#### Material for this task ####

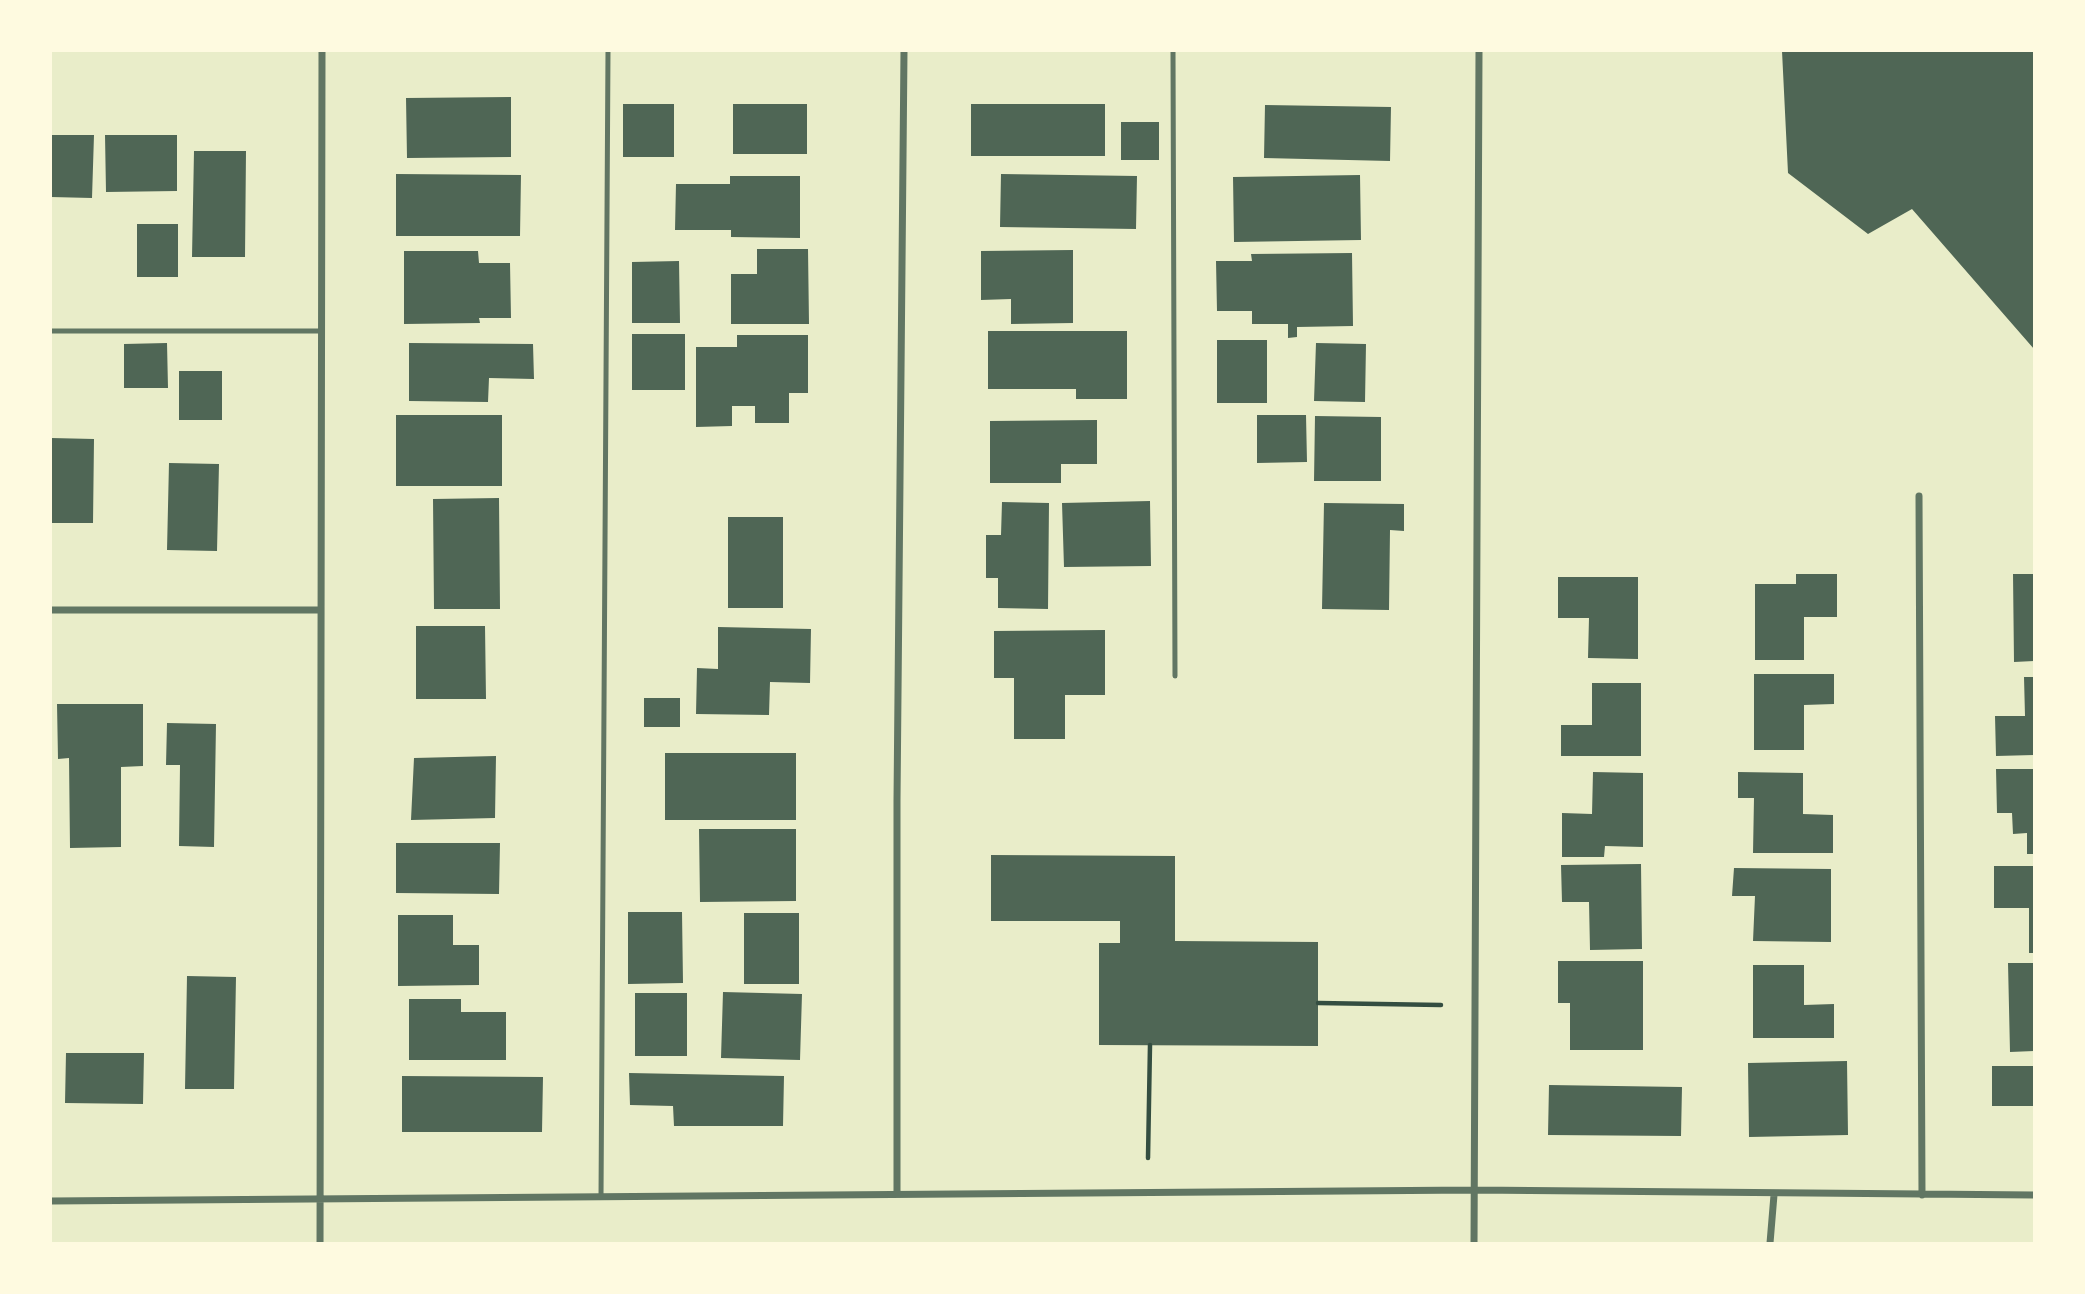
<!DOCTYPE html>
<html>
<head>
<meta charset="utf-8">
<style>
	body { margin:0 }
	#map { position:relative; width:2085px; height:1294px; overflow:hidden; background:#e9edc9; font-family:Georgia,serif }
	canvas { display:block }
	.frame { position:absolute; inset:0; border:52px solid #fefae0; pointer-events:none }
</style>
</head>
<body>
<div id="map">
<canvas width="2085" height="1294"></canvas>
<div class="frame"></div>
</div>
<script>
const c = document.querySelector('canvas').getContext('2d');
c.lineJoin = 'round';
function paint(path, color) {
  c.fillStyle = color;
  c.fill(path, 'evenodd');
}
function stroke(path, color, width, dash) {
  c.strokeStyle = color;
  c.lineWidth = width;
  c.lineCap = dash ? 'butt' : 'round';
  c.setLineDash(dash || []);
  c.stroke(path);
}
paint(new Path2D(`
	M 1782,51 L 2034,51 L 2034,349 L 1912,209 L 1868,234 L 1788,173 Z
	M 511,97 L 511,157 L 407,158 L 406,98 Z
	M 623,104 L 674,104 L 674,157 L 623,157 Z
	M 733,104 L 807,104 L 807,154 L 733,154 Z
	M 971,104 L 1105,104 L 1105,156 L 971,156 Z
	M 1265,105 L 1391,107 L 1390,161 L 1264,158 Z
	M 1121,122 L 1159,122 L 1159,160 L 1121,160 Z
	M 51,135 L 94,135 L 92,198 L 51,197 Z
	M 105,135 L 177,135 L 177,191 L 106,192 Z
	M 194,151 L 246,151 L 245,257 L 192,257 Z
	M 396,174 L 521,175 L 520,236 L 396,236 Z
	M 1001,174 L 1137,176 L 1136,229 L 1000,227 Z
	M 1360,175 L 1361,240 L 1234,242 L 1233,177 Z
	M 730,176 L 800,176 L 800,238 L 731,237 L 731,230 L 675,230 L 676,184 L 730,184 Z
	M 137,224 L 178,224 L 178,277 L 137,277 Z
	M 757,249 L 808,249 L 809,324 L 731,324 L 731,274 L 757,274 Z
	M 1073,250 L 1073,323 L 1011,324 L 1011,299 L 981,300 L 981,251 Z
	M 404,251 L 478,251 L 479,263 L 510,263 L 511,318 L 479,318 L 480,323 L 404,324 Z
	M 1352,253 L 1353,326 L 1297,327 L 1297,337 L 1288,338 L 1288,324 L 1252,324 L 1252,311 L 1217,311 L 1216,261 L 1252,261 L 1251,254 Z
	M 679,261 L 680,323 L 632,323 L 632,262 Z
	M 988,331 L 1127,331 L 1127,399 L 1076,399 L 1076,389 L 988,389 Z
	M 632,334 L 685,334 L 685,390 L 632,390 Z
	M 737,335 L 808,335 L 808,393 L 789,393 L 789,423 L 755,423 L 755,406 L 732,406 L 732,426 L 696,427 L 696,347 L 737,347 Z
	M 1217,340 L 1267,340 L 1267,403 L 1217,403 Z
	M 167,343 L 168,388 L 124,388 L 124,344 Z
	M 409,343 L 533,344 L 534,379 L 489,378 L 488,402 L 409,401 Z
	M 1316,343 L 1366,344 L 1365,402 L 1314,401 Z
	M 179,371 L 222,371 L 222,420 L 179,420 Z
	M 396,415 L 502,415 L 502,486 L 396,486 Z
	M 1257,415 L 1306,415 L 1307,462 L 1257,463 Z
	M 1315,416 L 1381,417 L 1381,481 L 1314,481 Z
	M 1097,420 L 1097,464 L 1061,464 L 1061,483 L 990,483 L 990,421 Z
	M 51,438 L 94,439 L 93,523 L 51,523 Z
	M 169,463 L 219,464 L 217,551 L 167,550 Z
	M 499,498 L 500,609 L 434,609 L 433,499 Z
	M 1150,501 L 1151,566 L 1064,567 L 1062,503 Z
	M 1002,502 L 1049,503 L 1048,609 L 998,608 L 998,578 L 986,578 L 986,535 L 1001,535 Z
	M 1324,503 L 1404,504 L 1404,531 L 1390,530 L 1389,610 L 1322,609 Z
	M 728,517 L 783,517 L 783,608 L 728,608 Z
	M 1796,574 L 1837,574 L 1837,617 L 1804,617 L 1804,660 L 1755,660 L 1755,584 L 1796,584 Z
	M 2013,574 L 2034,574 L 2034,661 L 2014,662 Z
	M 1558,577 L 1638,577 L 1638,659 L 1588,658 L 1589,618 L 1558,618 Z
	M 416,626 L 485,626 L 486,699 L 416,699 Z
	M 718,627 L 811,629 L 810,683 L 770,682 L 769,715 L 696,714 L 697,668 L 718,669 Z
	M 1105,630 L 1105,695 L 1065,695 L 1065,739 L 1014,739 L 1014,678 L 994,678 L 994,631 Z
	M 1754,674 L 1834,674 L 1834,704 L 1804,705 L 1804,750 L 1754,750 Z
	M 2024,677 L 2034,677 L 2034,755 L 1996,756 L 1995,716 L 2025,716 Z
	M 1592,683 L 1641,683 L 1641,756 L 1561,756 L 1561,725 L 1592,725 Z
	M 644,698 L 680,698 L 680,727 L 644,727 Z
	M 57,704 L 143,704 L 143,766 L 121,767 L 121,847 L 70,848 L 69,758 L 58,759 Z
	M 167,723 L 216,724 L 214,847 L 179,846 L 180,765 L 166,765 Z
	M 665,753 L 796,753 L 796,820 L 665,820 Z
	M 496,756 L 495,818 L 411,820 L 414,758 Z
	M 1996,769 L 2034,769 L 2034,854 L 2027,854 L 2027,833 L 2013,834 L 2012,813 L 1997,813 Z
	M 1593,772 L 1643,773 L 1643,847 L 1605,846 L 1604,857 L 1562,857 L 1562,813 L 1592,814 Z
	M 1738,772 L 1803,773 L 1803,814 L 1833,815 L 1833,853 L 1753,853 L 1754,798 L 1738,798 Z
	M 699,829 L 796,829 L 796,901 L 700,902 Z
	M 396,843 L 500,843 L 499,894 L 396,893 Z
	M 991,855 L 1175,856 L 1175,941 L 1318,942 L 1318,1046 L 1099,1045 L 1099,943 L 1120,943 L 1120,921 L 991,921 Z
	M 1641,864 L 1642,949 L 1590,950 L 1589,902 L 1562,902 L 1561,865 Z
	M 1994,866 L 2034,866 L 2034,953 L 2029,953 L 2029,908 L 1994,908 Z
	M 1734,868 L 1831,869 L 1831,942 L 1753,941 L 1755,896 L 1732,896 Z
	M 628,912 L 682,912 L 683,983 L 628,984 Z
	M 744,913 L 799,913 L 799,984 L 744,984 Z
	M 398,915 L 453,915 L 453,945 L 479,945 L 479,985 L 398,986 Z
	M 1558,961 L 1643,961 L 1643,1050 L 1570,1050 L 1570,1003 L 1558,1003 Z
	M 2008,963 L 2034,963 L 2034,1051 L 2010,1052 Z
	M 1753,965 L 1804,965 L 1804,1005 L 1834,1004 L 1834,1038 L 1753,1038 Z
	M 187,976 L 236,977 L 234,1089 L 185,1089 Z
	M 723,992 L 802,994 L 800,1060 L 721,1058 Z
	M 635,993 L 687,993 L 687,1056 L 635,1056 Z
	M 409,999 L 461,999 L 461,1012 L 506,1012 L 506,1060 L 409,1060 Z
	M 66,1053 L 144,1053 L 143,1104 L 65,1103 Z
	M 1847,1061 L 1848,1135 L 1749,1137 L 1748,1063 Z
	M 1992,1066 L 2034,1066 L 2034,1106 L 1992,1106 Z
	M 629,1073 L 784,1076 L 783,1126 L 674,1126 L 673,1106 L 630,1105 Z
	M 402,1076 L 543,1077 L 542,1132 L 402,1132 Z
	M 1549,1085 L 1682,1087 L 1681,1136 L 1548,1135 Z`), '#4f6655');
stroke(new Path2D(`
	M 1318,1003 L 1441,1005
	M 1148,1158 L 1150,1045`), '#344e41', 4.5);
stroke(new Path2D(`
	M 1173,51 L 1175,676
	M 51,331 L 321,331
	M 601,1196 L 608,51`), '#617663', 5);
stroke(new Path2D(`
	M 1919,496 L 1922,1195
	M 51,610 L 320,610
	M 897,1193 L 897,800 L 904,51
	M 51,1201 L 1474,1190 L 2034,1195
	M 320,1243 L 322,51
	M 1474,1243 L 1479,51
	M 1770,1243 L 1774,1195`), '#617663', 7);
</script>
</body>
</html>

####

* [Task statement]: Would you output, from the records above, exactly the run of lines that starts at the line containing "M 1352,253 L" and ends at the line containing "M 718,627 L", and only that run?

* [Result of this task]:
	M 1352,253 L 1353,326 L 1297,327 L 1297,337 L 1288,338 L 1288,324 L 1252,324 L 1252,311 L 1217,311 L 1216,261 L 1252,261 L 1251,254 Z
	M 679,261 L 680,323 L 632,323 L 632,262 Z
	M 988,331 L 1127,331 L 1127,399 L 1076,399 L 1076,389 L 988,389 Z
	M 632,334 L 685,334 L 685,390 L 632,390 Z
	M 737,335 L 808,335 L 808,393 L 789,393 L 789,423 L 755,423 L 755,406 L 732,406 L 732,426 L 696,427 L 696,347 L 737,347 Z
	M 1217,340 L 1267,340 L 1267,403 L 1217,403 Z
	M 167,343 L 168,388 L 124,388 L 124,344 Z
	M 409,343 L 533,344 L 534,379 L 489,378 L 488,402 L 409,401 Z
	M 1316,343 L 1366,344 L 1365,402 L 1314,401 Z
	M 179,371 L 222,371 L 222,420 L 179,420 Z
	M 396,415 L 502,415 L 502,486 L 396,486 Z
	M 1257,415 L 1306,415 L 1307,462 L 1257,463 Z
	M 1315,416 L 1381,417 L 1381,481 L 1314,481 Z
	M 1097,420 L 1097,464 L 1061,464 L 1061,483 L 990,483 L 990,421 Z
	M 51,438 L 94,439 L 93,523 L 51,523 Z
	M 169,463 L 219,464 L 217,551 L 167,550 Z
	M 499,498 L 500,609 L 434,609 L 433,499 Z
	M 1150,501 L 1151,566 L 1064,567 L 1062,503 Z
	M 1002,502 L 1049,503 L 1048,609 L 998,608 L 998,578 L 986,578 L 986,535 L 1001,535 Z
	M 1324,503 L 1404,504 L 1404,531 L 1390,530 L 1389,610 L 1322,609 Z
	M 728,517 L 783,517 L 783,608 L 728,608 Z
	M 1796,574 L 1837,574 L 1837,617 L 1804,617 L 1804,660 L 1755,660 L 1755,584 L 1796,584 Z
	M 2013,574 L 2034,574 L 2034,661 L 2014,662 Z
	M 1558,577 L 1638,577 L 1638,659 L 1588,658 L 1589,618 L 1558,618 Z
	M 416,626 L 485,626 L 486,699 L 416,699 Z
	M 718,627 L 811,629 L 810,683 L 770,682 L 769,715 L 696,714 L 697,668 L 718,669 Z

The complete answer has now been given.